(Stored dataset items)
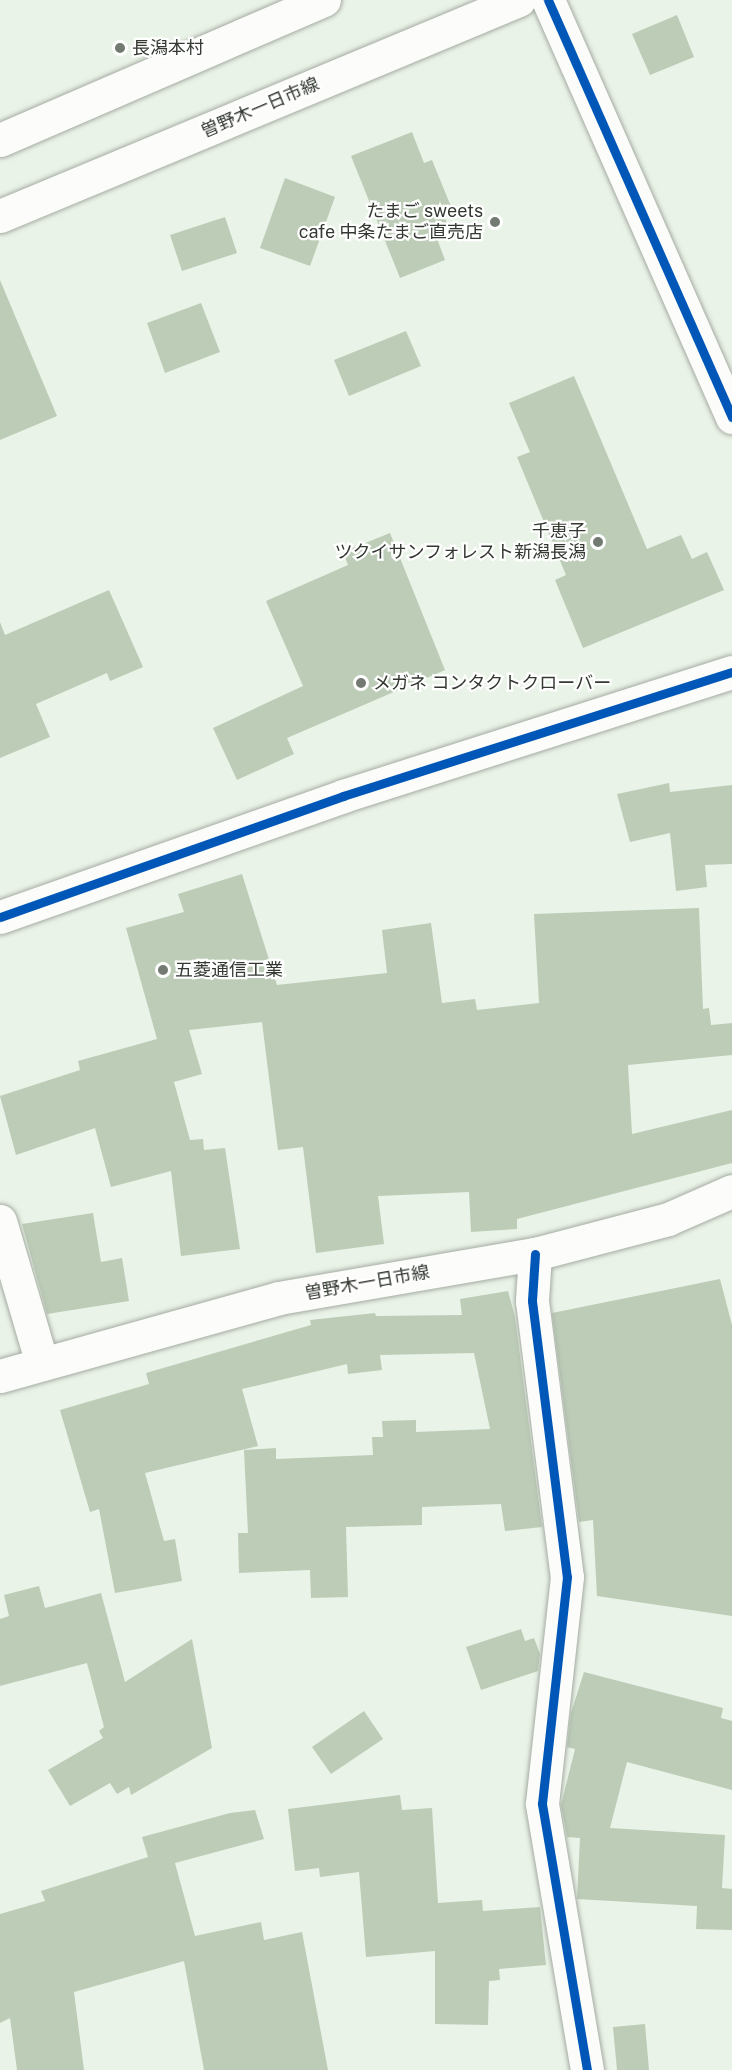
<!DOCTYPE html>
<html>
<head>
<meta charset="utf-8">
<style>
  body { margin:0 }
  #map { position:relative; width:732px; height:2070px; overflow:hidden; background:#eaf3e7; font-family:"Public Sans","Noto Sans JP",sans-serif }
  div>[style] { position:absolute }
  .building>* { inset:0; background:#bcccb7 }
  .roads { filter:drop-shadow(0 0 2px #a5aca3) drop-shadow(0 0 2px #a5aca3) }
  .minor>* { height:33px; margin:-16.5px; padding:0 16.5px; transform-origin:16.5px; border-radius:16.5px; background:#fcfdfb }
  .tertiary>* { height:33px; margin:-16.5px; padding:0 16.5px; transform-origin:16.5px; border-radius:16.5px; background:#fcfdfb }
  .secondary>* { height:33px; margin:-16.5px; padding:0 16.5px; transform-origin:16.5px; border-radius:16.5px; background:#fcfdfb }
  .cycleway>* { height:9px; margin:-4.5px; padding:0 4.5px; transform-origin:4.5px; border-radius:4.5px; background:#0057b8 }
  .dots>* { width:16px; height:16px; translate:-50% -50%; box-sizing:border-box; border:3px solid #fff; border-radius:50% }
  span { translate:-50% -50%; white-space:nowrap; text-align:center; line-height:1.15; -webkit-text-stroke:4.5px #fff; paint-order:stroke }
  .poi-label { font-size:18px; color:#333931 }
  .left { translate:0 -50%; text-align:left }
  .right { translate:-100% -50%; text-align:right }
  .street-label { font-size:18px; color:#333931 }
</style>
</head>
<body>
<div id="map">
  <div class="building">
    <i style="clip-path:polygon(677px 15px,694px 57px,650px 75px,632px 34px)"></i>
    <i style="clip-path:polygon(412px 132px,424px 163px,432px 160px,452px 209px,443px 213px,447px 223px,433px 228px,445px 260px,400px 278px,351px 156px)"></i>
    <i style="clip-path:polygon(285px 178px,335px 197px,310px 266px,260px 248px)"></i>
    <i style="clip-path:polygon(225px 217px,237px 253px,182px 271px,170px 235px)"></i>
    <i style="clip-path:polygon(0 280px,57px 416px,0 440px)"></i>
    <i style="clip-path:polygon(201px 303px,220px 352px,165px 373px,147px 323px)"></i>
    <i style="clip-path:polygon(406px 331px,421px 366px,349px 396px,334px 360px)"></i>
    <i style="clip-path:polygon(574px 376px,647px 549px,681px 535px,692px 559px,707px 552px,724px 590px,583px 648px,555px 580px,566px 575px,517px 457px,530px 452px,509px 403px)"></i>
    <i style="clip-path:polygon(390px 533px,445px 670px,287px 738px,294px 754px,237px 780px,213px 728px,303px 686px,266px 601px,348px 565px,343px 552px)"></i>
    <i style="clip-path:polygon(109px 590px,143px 667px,110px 681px,107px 673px,36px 704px,50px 737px,0 758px,0 622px,5px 635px)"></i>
    <i style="clip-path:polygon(669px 783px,670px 792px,732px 785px,732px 864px,705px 865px,707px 887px,676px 891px,670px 833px,630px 842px,617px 794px)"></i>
    <i style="clip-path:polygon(242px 874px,277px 985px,387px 973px,382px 930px,431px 923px,442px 1003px,475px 999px,477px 1010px,539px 1003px,534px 914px,699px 908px,703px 1009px,709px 1008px,711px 1025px,732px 1023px,732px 1055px,628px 1065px,632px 1134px,732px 1110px,732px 1163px,517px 1219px,517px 1229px,471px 1232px,469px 1192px,378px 1196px,384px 1244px,316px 1253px,303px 1147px,278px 1150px,262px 1022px,189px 1030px,202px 1074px,174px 1082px,190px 1140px,203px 1139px,204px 1150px,225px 1148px,240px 1249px,181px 1256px,171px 1171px,111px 1187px,95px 1128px,16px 1155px,0 1096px,80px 1070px,78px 1061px,157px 1039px,126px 928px,184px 912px,178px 894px)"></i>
    <i style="clip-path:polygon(93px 1213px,101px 1262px,122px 1258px,129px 1301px,47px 1314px,22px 1224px)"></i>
    <i style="clip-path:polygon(720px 1279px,732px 1325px,732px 1616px,597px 1596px,593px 1520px,579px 1522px,552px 1313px)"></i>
    <i style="clip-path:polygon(508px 1291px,515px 1317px,542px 1527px,505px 1531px,501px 1504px,422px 1507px,422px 1525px,346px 1527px,348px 1597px,311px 1598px,310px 1570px,239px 1573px,238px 1533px,248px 1533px,244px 1450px,276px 1448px,276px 1459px,373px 1455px,372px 1437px,383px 1437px,382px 1421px,416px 1420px,416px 1432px,490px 1429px,474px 1353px,380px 1355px,382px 1370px,348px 1374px,347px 1364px,242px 1389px,258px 1446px,145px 1473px,164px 1541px,175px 1539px,182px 1581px,115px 1593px,99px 1509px,90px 1512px,60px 1410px,149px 1384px,146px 1373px,311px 1325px,310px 1320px,375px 1313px,376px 1316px,462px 1315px,460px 1299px)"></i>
    <i style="clip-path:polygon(39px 1586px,45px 1608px,101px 1593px,125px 1682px,192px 1639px,212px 1748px,131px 1795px,129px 1787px,117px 1794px,110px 1783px,70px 1806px,48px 1770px,103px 1738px,99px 1731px,104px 1727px,87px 1663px,0 1686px,0 1619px,9px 1616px,4px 1595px)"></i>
    <i style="clip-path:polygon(521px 1629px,525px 1641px,534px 1638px,540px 1654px,538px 1671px,481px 1690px,466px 1647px)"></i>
    <i style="clip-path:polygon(584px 1672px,723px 1708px,721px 1718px,732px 1721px,732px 1790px,627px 1762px,610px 1828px,725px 1835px,722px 1888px,732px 1889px,732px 1930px,696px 1929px,697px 1906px,577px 1899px,580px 1838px,567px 1837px,561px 1805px,575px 1749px,567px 1747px,571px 1713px)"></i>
    <i style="clip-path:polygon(364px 1711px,383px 1739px,331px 1774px,312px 1747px)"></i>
    <i style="clip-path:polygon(400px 1795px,402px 1810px,432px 1808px,438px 1903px,482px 1900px,483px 1911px,540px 1907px,546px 1965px,499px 1969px,500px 1980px,489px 1981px,488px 2025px,435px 2024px,435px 1951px,366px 1957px,359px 1872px,320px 1877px,319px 1868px,295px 1871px,288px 1809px)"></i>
    <i style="clip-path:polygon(255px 1810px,264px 1839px,175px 1863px,195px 1936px,261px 1922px,264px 1940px,302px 1932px,328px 2070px,204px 2070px,184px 1961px,74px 1992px,84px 2070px,17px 2070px,10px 2018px,0 2023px,0 1914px,45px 1901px,41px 1891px,148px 1857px,142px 1837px,230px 1813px)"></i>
    <i style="clip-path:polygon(645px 2024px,649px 2070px,617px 2070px,613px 2027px)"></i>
  </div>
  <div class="roads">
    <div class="minor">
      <i style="left:548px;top:0;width:456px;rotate:66.2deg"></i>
      <i style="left:0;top:1221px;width:149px;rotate:73.6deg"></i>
      <i style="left:535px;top:1254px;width:47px;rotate:93.7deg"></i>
      <i style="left:532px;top:1301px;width:278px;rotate:82.8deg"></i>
      <i style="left:567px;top:1577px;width:228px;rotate:96.3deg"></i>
      <i style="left:542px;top:1804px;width:270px;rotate:80.4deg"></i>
    </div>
    <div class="tertiary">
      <i style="left:0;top:917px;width:364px;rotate:-19.4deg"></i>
      <i style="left:343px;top:796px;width:408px;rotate:-17.7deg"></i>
    </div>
    <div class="secondary">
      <i style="left:0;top:140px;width:353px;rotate:-23.4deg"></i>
      <i style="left:0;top:216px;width:562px;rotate:-22.6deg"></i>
      <i style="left:0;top:1376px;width:290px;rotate:-15.6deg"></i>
      <i style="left:279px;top:1298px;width:260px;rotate:-9.8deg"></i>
      <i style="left:535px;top:1254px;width:138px;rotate:-14.7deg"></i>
      <i style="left:668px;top:1219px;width:70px;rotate:-23.6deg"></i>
    </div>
  </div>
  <div class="cycleway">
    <i style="left:548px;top:0;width:456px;rotate:66.2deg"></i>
    <i style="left:0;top:917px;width:364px;rotate:-19.4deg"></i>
    <i style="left:343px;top:796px;width:408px;rotate:-17.7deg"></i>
    <i style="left:535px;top:1254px;width:47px;rotate:93.7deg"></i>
    <i style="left:532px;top:1301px;width:278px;rotate:82.8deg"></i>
    <i style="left:567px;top:1577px;width:228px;rotate:96.3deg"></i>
    <i style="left:542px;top:1804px;width:270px;rotate:80.4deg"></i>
  </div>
  <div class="dots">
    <i style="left:120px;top:48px;background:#737a71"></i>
    <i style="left:495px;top:222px;background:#737a71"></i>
    <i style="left:598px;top:542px;background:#737a71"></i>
    <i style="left:361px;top:683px;background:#737a71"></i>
    <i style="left:163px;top:970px;background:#737a71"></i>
  </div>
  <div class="poi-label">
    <span class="left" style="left:132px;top:48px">長潟本村</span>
    <span class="right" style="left:483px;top:222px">たまご sweets<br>cafe 中条たまご直売店</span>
    <span class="right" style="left:586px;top:542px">千恵子<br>ツクイサンフォレスト新潟長潟</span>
    <span class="left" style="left:373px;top:683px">メガネ コンタクトクローバー</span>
    <span class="left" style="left:175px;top:970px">五菱通信工業</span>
  </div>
  <div class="street-label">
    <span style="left:260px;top:108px;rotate:-23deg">曽野木一日市線</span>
    <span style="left:367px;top:1283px;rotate:-10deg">曽野木一日市線</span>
  </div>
</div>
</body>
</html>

#### TASK BRIEF:
What is needed is an exact retyping of the lines from the start of the data through the line with "filter:drop-shadow(0 0 2px", with both end lines kept and every picture left out.

#### RESPONSE BELOW:
<!DOCTYPE html>
<html>
<head>
<meta charset="utf-8">
<style>
  body { margin:0 }
  #map { position:relative; width:732px; height:2070px; overflow:hidden; background:#eaf3e7; font-family:"Public Sans","Noto Sans JP",sans-serif }
  div>[style] { position:absolute }
  .building>* { inset:0; background:#bcccb7 }
  .roads { filter:drop-shadow(0 0 2px #a5aca3) drop-shadow(0 0 2px #a5aca3) }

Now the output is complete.